A lot of people don’t, obviously. But you were at the event in Chico and there was about 700 people there. It’s becoming increasingly clear to more and more people that this way of living doesn’t work. I get so many notes from people saying, “Thank you so much. I thought I was the only person thinking these things.” There are a lotta people who recognize that the civilization is not good and that the civilization is extremely destructive and that these comforts are bought at a great price and they’re not real. A lot of people are recognizing that. The problem is that a lot of people are not talking about this in public because the propaganda for that civilized program is so strong and so constant they can start to think that they’re the ones who are crazy instead of the culture being crazy. Part of my job is to express these things so other people can express them too and then to move beyond them. I had that problem early in my career, but the problem was not with the pubic. The problem was always with the publishers. The publishers were really afraid that “nobody’s gonna want to read this”. With my first major book “A Language Older Than Words”, once it got published the people themselves read it. The problem was with the publishers thinking nobody would want to read it, when actually people were very very hungry for it. Had I encountered my books when I was in high school I don’t think I would’ve liked them because they would have been way too scary and out there for me. When I was in college they would’ve confused me. But by the time I was 24 or 23 I was so hungry for them. I would’ve read them all within 2 weeks.
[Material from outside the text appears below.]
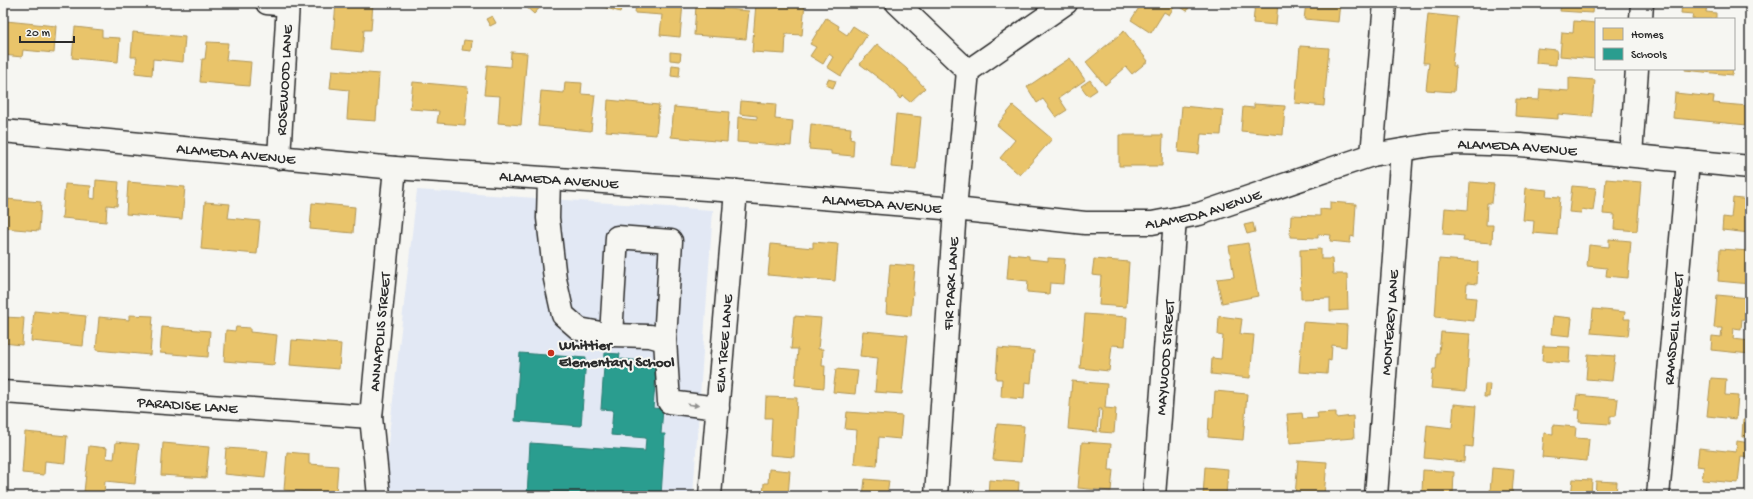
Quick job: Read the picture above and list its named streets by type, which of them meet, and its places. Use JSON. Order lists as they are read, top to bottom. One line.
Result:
{"streets":{"street":["ROSEWOOD LANE","ALAMEDA AVENUE","FIR PARK LANE","MONTEREY LANE","RAMSDELL STREET","ANNAPOLIS STREET","ELM TREE LANE","MAYWOOD STREET","PARADISE LANE"]},"crossings":[["ROSEWOOD LANE","ALAMEDA AVENUE"],["ALAMEDA AVENUE","FIR PARK LANE"],["ALAMEDA AVENUE","MONTEREY LANE"],["ALAMEDA AVENUE","RAMSDELL STREET"],["ALAMEDA AVENUE","ANNAPOLIS STREET"],["ALAMEDA AVENUE","ELM TREE LANE"],["ALAMEDA AVENUE","MAYWOOD STREET"],["ANNAPOLIS STREET","PARADISE LANE"]],"places":["Whittier Elementary School"],"legend":["Homes","Schools"],"scale_bar":"20 m"}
That’s what I see in the film “Avatar”. People are looking for that message, for living the native natural way. After seeing something so beautiful as the Na’vi people living in Pandora. People are feeling depressed; they are in a crisis because they want to live in a place like Pandora but they feel like they can’t.
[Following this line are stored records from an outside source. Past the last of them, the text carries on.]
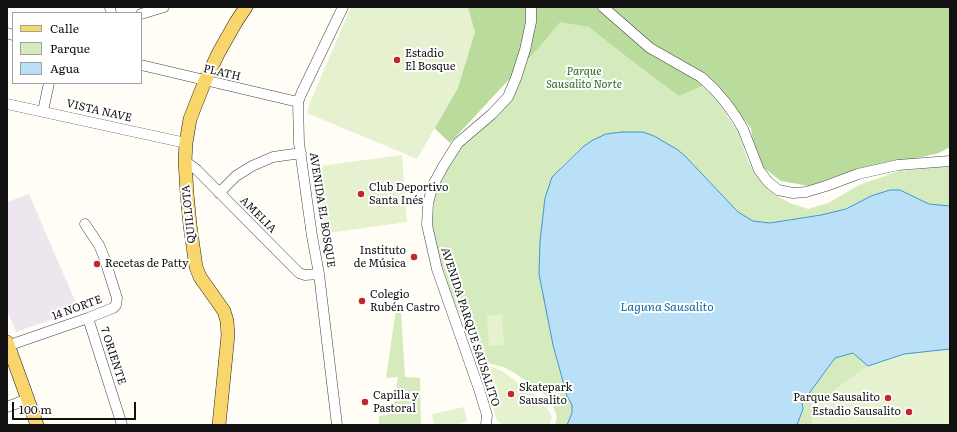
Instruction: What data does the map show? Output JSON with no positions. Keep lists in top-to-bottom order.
{
  "streets": {
    "main road": ["QUILLOTA"],
    "street": [
      "PLATH",
      "VISTA NAVE",
      "AVENIDA EL BOSQUE",
      "AMELIA",
      "14 NORTE",
      "AVENIDA PARQUE SAUSALITO",
      "7 ORIENTE"
    ]
  },
  "crossings": [
    ["PLATH", "AVENIDA EL BOSQUE"],
    ["PLATH", "QUILLOTA"],
    ["VISTA NAVE", "QUILLOTA"],
    ["AVENIDA EL BOSQUE", "AMELIA"],
    ["QUILLOTA", "AMELIA"],
    ["14 NORTE", "7 ORIENTE"]
  ],
  "water": ["Laguna Sausalito"],
  "parks": ["Parque Sausalito Norte"],
  "places": [
    "Estadio El Bosque",
    "Club Deportivo Santa Inés",
    "Instituto de Música",
    "Recetas de Patty",
    "Colegio Rubén Castro",
    "Skatepark Sausalito",
    "Parque Sausalito",
    "Capilla y Pastoral",
    "Estadio Sausalito"
  ],
  "legend": ["Calle", "Parque", "Agua"],
  "scale_bar": "100 m"
}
That’s what I hear. People are like, “I’m so depressed because I don’t live in a world so beautiful.” I’m like, “Just look outside! It’s still there.”.
A lot of people think that Pandora is a fantasy, that such a beautiful world could not exist. If you look around Pandora still exists here on Earth, and our ancestors lived just like the Navi people. It’s here! We are the Na’vi. Earth is Pandora.
Right. Even in New York City there’s some old growth forest in the very very northwest corner of the island. It’s there. Even in New York City! In one of my books, the one about zoos, I talk about how you can find nature anywhere you go. I decided, I’m gonna go to the least natural place in town, I went to the McDonald’s parking lot. I sat there and after a few minutes I started to see little sparrows and bumblebees, and all sorts of insects. Even there in the worst place in town you can see the real life. Then you go out of town and you can see pure beautiful forest. It’s still here. We’re living on this planet.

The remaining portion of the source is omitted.